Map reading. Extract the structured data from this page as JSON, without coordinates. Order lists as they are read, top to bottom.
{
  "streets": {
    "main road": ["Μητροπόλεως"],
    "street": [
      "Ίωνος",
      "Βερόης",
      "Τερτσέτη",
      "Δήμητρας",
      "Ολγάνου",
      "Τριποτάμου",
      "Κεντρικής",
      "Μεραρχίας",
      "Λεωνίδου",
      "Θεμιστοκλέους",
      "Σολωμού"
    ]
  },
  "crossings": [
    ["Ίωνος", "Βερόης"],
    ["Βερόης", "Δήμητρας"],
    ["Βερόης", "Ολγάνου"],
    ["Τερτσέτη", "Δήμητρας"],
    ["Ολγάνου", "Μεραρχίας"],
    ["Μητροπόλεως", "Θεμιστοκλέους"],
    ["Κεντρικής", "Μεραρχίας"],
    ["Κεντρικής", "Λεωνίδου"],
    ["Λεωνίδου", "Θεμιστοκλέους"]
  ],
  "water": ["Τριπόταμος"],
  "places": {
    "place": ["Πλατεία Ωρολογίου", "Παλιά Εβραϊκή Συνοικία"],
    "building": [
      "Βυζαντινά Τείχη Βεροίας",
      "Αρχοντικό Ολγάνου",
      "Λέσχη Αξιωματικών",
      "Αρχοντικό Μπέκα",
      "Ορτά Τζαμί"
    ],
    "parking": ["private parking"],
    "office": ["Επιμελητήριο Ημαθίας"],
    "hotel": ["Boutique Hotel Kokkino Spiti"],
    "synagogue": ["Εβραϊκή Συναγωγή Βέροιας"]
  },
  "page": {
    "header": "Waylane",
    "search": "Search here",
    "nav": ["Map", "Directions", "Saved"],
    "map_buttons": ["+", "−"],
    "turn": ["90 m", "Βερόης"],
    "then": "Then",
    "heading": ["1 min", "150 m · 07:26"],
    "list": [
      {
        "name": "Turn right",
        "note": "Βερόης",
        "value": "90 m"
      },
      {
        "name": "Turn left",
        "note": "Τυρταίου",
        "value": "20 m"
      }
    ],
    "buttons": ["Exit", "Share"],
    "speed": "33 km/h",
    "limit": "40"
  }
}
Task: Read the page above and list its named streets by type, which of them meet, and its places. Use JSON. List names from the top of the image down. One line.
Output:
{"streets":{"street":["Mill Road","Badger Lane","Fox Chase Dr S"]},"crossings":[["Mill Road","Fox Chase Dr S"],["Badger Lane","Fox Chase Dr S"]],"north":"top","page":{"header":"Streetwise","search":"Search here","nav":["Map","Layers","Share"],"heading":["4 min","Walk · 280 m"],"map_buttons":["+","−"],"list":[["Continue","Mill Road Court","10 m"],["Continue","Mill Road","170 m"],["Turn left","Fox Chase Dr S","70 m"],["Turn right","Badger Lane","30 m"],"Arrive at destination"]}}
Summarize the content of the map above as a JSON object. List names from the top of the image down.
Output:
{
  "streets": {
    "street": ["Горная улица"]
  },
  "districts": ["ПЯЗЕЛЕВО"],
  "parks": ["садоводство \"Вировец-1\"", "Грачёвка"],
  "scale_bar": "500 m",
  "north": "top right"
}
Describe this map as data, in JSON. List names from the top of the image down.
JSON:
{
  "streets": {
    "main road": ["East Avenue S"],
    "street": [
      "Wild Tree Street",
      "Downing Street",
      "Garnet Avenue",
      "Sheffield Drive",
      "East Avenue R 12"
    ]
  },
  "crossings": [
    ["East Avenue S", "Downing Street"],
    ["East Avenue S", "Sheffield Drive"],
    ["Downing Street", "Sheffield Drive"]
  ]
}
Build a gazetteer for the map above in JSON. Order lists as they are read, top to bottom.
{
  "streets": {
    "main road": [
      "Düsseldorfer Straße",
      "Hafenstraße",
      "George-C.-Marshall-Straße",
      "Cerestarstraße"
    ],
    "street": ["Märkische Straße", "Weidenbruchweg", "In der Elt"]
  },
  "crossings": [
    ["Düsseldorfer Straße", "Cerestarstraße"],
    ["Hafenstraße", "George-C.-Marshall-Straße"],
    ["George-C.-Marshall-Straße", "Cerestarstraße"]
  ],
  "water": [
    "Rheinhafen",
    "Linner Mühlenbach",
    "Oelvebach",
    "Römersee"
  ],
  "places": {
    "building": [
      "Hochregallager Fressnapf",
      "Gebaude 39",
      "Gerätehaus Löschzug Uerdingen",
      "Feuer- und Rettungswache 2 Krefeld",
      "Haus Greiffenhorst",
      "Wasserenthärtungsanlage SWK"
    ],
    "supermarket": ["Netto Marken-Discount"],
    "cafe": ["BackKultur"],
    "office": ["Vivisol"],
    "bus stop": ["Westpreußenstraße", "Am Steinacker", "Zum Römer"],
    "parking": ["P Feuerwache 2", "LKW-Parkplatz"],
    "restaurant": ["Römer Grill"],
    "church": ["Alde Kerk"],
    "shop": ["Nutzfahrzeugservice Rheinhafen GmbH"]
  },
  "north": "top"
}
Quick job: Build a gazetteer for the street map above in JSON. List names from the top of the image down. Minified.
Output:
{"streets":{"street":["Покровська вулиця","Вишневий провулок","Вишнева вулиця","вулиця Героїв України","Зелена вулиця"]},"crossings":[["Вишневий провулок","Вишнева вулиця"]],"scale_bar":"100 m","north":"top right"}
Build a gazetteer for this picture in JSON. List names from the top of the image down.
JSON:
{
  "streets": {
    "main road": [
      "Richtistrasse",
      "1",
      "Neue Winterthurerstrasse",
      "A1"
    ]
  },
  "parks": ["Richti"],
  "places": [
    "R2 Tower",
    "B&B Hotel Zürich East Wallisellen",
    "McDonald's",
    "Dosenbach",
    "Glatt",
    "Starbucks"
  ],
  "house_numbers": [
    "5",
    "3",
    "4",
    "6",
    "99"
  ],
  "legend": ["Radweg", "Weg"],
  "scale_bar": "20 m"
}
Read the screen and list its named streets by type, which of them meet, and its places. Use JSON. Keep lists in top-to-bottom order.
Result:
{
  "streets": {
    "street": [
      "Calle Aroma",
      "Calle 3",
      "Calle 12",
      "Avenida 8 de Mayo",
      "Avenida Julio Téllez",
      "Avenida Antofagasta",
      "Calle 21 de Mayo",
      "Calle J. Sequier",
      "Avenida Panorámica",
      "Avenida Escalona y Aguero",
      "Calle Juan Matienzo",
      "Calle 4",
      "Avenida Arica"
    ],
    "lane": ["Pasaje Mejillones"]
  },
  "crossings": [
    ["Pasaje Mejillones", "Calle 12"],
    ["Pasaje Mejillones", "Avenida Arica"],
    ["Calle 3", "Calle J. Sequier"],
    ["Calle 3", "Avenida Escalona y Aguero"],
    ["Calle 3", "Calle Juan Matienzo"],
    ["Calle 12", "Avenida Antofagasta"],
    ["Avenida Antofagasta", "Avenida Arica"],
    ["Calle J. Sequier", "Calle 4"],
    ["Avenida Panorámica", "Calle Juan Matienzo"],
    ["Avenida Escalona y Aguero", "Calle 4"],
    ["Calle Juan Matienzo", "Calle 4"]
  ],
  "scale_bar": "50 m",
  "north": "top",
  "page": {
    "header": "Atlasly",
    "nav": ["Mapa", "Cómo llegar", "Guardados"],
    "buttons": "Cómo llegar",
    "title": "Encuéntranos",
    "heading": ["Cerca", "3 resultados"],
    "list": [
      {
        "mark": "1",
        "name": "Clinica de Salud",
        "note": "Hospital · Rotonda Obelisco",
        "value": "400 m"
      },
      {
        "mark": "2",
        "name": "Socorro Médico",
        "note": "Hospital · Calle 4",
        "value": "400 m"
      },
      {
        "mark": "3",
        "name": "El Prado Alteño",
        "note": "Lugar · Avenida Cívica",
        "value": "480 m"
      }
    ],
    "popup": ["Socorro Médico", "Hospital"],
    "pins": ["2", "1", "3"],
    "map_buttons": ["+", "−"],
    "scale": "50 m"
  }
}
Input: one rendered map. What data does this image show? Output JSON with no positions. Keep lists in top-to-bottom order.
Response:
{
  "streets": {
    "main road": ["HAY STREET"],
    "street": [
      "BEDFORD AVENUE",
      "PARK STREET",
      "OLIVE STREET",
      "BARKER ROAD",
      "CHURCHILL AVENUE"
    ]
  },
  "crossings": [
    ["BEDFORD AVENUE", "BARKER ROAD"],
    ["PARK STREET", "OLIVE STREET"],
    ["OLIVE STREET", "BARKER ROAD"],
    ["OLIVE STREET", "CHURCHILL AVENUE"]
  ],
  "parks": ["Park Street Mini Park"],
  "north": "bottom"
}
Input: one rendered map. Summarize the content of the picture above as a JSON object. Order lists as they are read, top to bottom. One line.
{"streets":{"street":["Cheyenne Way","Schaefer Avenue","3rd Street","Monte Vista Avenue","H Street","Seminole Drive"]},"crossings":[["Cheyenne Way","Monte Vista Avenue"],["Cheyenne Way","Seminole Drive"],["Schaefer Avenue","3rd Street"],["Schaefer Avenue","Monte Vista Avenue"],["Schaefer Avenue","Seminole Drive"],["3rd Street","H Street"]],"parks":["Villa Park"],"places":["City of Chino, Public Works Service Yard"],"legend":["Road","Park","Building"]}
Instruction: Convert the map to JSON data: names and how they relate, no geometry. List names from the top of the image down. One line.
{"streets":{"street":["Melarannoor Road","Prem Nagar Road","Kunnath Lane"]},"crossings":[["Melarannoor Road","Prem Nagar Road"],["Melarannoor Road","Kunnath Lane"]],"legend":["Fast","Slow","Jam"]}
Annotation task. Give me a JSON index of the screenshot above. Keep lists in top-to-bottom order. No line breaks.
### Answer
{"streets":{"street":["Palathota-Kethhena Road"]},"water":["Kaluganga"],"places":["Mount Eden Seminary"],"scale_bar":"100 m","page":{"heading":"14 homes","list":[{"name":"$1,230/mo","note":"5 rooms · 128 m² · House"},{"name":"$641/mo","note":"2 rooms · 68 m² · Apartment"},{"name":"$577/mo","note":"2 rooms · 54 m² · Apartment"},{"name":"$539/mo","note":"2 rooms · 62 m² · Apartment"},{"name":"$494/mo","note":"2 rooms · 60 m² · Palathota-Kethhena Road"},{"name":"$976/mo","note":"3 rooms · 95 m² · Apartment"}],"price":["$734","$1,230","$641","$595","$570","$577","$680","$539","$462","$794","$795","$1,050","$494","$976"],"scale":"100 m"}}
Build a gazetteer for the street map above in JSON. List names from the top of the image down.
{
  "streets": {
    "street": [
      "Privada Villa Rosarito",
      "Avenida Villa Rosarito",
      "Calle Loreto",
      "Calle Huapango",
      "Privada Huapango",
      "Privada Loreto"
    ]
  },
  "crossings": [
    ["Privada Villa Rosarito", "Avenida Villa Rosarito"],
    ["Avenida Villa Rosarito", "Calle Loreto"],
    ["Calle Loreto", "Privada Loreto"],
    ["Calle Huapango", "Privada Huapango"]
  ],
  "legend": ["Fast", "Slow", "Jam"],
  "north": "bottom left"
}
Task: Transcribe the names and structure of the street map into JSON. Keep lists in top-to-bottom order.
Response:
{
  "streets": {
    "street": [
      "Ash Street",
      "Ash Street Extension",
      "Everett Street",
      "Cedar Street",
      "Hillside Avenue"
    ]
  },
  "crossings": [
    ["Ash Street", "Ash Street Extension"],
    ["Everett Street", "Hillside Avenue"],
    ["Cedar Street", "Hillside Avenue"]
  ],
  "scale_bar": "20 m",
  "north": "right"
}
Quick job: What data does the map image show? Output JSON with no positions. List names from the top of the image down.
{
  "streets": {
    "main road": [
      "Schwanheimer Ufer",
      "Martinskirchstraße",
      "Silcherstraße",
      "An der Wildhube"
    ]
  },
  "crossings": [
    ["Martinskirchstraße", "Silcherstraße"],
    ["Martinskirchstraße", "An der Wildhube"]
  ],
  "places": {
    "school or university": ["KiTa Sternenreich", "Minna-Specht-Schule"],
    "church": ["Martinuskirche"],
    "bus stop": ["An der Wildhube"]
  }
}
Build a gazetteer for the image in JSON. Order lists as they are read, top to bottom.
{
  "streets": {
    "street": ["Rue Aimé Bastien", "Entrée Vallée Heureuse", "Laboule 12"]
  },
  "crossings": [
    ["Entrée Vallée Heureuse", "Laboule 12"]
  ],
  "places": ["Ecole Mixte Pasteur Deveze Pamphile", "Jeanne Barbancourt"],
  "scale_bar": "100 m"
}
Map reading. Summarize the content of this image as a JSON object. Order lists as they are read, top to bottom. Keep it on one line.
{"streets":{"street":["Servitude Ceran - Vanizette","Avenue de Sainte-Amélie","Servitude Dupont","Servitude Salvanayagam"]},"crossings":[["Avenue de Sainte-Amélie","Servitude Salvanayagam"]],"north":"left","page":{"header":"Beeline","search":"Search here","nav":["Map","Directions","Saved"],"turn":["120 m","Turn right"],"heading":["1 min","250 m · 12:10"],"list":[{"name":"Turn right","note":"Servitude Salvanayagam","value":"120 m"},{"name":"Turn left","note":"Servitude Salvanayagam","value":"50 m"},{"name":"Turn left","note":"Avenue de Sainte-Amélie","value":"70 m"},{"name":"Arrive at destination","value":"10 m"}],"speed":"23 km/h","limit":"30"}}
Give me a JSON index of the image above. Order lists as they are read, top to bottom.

......

Task | Only lines with the string "index" belong in the answer; copy each of them from the listing.

Exercise response |
Annotation task. Give me a JSON index of the screenshot above. Keep lists in top-to-bottom order. No line breaks.
Give me a JSON index of the image above. Order lists as they are read, top to bottom.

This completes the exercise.